TASK TO CARRY OUT: Collect each line of the entries that holds the string "function".

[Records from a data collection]
————
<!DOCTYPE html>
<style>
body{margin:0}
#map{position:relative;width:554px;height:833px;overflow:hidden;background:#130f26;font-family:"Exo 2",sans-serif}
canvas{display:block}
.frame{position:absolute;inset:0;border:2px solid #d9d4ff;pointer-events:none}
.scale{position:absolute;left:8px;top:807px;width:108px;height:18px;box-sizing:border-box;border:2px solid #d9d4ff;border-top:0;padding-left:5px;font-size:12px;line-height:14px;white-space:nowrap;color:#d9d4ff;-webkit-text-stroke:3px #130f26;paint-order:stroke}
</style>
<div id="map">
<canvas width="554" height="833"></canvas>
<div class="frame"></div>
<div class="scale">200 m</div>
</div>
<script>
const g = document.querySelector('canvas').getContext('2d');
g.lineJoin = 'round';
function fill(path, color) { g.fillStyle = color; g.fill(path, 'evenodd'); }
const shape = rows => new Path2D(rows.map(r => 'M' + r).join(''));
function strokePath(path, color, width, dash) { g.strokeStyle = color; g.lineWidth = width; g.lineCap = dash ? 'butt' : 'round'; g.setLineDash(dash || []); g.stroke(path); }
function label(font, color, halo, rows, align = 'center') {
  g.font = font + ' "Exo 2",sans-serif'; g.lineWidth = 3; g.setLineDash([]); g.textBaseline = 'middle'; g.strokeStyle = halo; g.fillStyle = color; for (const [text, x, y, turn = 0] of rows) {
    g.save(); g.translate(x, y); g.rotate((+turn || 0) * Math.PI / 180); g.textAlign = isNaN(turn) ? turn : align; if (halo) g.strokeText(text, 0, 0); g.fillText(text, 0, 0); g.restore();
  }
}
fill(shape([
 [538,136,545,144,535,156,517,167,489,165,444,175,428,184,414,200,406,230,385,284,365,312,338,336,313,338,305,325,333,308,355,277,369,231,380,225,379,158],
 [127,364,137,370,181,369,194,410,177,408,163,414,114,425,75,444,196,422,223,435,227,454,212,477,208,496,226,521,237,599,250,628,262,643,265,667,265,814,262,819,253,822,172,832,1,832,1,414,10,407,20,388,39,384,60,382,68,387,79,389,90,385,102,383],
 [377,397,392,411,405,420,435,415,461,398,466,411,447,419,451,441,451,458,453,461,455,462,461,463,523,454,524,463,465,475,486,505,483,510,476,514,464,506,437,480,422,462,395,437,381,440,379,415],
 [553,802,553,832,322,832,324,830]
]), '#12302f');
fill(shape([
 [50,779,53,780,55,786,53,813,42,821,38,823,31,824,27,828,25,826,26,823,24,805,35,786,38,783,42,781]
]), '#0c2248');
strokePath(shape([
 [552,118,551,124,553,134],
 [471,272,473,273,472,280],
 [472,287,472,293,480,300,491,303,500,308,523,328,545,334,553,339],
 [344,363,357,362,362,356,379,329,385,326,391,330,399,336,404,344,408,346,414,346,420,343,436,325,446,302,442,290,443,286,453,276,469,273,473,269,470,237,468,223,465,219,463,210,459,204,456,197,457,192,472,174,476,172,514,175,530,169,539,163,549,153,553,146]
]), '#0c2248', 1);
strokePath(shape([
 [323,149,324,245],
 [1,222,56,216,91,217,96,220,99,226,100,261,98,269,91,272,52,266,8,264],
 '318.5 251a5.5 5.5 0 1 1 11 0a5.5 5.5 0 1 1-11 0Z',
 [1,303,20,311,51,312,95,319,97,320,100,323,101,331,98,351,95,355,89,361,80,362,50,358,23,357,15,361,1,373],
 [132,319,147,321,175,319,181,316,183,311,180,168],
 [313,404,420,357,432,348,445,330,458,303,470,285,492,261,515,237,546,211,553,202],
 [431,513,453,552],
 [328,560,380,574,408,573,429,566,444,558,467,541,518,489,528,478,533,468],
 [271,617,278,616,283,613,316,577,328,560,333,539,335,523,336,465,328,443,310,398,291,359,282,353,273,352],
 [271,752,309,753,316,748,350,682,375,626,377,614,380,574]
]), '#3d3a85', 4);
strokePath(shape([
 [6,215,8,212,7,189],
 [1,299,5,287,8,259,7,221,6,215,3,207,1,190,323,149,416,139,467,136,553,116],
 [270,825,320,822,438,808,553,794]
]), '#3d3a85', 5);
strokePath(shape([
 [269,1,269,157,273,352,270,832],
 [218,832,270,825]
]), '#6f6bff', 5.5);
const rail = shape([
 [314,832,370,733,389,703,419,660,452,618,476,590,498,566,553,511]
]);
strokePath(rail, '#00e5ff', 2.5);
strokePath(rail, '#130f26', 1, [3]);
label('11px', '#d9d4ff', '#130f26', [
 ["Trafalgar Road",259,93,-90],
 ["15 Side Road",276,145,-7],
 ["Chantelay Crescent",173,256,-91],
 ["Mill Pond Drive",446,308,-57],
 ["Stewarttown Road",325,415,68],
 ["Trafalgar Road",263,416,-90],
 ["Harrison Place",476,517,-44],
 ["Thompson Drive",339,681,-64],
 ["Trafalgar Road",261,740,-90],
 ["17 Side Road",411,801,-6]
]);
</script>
————
FINISHED TASK:
function fill(path, color) { g.fillStyle = color; g.fill(path, 'evenodd'); }
function strokePath(path, color, width, dash) { g.strokeStyle = color; g.lineWidth = width; g.lineCap = dash ? 'butt' : 'round'; g.setLineDash(dash || []); g.stroke(path); }
function label(font, color, halo, rows, align = 'center') {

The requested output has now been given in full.